• [Exercise brief] Go line by line through the data below and work out how many lines contain "labels"; the answer is that number alone.

• [Given records]
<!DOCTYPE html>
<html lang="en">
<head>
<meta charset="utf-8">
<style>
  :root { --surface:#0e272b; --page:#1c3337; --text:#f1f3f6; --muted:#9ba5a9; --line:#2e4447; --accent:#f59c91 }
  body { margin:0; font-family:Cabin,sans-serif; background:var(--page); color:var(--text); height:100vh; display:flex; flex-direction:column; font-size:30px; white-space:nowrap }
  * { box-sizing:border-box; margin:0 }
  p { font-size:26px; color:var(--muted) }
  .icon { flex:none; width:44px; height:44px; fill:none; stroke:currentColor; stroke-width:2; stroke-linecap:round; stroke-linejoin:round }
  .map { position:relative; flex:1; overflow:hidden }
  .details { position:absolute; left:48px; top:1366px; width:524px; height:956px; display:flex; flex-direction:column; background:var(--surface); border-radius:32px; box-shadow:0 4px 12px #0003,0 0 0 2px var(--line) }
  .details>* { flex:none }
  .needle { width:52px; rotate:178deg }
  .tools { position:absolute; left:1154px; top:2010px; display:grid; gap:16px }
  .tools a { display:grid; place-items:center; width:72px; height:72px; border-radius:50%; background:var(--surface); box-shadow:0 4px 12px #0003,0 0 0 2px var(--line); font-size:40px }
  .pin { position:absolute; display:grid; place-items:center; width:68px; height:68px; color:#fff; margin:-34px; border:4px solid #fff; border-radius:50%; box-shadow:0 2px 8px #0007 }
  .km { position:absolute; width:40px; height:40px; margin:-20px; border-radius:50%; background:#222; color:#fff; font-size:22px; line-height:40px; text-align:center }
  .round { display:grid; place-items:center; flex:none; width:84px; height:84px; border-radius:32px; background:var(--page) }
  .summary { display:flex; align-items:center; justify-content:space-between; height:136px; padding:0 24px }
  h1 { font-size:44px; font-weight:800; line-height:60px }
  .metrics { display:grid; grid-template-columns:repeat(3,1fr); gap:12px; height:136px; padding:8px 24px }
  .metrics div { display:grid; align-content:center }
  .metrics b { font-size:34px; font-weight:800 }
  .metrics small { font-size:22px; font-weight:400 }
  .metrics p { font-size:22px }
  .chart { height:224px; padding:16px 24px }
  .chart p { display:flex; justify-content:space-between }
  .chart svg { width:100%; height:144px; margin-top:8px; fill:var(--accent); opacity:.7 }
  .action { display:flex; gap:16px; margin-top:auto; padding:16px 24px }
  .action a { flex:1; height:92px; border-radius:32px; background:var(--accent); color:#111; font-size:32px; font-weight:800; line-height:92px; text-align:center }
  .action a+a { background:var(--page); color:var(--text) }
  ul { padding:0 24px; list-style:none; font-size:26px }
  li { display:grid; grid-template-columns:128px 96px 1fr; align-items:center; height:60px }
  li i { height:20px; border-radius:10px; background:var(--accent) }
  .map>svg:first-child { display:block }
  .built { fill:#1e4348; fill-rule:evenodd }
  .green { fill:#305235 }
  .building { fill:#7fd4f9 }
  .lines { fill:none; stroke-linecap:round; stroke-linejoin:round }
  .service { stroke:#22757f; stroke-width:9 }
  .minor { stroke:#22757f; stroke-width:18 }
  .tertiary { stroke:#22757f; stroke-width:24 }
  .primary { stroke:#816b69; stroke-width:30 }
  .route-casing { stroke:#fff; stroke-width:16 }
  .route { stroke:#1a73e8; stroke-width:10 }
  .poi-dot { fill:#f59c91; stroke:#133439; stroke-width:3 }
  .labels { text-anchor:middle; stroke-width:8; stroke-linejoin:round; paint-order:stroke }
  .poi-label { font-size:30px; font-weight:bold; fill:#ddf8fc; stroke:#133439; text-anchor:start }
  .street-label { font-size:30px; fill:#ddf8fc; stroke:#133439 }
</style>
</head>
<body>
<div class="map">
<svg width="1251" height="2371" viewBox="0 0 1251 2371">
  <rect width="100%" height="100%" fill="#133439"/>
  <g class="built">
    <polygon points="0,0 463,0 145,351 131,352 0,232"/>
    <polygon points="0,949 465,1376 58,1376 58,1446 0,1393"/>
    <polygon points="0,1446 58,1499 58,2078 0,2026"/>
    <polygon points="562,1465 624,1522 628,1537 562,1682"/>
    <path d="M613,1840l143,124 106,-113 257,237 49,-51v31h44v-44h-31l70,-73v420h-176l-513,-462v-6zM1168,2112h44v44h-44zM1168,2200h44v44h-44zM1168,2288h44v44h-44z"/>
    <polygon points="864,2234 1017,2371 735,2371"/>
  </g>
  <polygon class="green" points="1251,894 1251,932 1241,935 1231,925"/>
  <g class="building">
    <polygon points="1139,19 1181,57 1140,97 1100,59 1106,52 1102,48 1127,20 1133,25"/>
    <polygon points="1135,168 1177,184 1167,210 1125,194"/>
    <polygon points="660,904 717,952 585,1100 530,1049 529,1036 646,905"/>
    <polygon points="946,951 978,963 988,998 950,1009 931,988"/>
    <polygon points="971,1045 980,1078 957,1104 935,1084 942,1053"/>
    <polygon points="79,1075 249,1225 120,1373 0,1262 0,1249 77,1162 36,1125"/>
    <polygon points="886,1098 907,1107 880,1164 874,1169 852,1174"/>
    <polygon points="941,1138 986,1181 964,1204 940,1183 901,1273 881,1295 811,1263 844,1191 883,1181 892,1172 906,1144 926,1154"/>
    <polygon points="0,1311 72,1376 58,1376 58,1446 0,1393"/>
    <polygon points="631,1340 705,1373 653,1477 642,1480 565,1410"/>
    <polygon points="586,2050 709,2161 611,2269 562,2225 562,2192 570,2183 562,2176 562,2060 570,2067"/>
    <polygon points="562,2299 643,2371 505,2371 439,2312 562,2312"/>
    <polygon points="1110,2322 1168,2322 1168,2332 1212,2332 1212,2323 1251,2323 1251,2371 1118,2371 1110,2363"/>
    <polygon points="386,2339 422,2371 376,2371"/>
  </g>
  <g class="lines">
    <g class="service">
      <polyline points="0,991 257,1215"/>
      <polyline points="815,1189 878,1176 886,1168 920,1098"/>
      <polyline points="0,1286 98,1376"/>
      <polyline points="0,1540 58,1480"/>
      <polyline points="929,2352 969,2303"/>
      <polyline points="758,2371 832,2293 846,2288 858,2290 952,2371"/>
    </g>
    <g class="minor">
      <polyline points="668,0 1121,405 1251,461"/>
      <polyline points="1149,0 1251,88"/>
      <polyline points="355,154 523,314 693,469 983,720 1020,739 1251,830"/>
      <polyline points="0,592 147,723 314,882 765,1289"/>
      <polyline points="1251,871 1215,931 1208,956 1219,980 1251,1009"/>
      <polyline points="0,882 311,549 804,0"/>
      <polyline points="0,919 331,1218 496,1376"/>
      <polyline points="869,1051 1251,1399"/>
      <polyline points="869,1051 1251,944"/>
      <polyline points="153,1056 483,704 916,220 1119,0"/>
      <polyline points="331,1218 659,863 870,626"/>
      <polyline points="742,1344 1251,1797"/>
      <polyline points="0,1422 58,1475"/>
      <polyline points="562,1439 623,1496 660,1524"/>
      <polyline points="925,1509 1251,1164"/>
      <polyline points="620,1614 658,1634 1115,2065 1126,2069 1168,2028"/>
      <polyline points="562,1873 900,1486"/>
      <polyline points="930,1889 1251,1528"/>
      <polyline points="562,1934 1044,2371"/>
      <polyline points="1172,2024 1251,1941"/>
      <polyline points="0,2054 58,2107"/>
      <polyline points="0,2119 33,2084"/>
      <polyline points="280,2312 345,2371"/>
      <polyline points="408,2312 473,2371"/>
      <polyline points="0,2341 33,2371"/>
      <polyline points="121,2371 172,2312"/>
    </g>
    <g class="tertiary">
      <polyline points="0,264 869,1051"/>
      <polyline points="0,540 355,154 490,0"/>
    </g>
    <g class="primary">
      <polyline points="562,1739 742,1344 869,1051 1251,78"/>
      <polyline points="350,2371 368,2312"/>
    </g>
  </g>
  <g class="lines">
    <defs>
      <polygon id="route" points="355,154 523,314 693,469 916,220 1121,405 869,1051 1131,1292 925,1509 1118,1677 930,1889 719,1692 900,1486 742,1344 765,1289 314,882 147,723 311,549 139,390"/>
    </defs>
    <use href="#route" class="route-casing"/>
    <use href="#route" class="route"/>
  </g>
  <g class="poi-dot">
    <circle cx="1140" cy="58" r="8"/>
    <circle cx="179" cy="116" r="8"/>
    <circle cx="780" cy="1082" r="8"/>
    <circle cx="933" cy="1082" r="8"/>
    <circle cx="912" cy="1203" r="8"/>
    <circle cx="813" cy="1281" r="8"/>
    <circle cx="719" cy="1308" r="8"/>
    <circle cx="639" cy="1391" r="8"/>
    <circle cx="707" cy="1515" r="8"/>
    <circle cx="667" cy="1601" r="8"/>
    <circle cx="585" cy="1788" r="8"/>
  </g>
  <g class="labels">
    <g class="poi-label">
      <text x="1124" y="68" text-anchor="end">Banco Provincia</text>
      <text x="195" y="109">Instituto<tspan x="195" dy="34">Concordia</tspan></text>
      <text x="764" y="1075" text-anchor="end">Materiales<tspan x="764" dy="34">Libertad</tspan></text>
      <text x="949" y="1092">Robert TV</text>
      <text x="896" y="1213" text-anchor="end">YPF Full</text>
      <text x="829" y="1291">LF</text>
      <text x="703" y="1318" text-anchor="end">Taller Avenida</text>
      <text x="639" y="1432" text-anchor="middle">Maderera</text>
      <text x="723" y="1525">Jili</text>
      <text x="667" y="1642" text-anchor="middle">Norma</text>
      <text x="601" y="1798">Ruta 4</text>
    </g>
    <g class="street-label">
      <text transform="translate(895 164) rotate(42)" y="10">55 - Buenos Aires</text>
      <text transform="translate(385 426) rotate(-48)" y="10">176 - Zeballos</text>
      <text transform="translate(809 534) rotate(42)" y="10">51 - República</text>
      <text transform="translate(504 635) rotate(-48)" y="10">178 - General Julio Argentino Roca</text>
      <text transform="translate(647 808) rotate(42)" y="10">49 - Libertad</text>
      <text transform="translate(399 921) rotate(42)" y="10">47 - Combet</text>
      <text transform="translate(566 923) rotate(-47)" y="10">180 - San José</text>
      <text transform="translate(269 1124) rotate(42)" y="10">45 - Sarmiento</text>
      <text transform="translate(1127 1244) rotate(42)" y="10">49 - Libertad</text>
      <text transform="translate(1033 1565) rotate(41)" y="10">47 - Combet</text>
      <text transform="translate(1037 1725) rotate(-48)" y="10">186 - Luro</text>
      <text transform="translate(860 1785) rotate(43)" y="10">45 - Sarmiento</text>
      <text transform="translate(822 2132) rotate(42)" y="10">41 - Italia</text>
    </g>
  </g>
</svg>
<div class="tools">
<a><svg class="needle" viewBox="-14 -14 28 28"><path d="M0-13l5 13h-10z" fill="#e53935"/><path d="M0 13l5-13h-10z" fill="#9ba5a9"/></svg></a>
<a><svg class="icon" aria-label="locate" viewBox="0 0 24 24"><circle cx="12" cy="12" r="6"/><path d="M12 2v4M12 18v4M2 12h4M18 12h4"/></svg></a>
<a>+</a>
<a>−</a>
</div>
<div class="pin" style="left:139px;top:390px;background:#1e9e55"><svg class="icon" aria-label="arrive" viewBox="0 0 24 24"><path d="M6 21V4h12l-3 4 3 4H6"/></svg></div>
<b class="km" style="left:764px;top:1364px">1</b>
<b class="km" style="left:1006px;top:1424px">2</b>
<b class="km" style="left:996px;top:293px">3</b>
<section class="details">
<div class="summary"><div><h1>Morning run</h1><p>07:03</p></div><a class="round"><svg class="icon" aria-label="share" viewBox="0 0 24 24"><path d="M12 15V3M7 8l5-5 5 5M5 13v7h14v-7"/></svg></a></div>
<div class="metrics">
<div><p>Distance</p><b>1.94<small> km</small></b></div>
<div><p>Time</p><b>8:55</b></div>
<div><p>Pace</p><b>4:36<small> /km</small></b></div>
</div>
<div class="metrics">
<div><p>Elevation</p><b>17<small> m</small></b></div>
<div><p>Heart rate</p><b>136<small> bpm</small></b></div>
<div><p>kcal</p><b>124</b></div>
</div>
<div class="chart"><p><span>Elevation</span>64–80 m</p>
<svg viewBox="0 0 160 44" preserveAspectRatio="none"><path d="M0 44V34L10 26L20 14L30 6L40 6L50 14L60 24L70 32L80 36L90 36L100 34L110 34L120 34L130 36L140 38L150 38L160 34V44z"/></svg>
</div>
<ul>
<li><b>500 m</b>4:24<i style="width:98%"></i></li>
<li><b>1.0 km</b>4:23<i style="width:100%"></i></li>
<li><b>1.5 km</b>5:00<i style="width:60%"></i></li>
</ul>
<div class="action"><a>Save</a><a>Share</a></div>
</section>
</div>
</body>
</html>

• [Your response] 2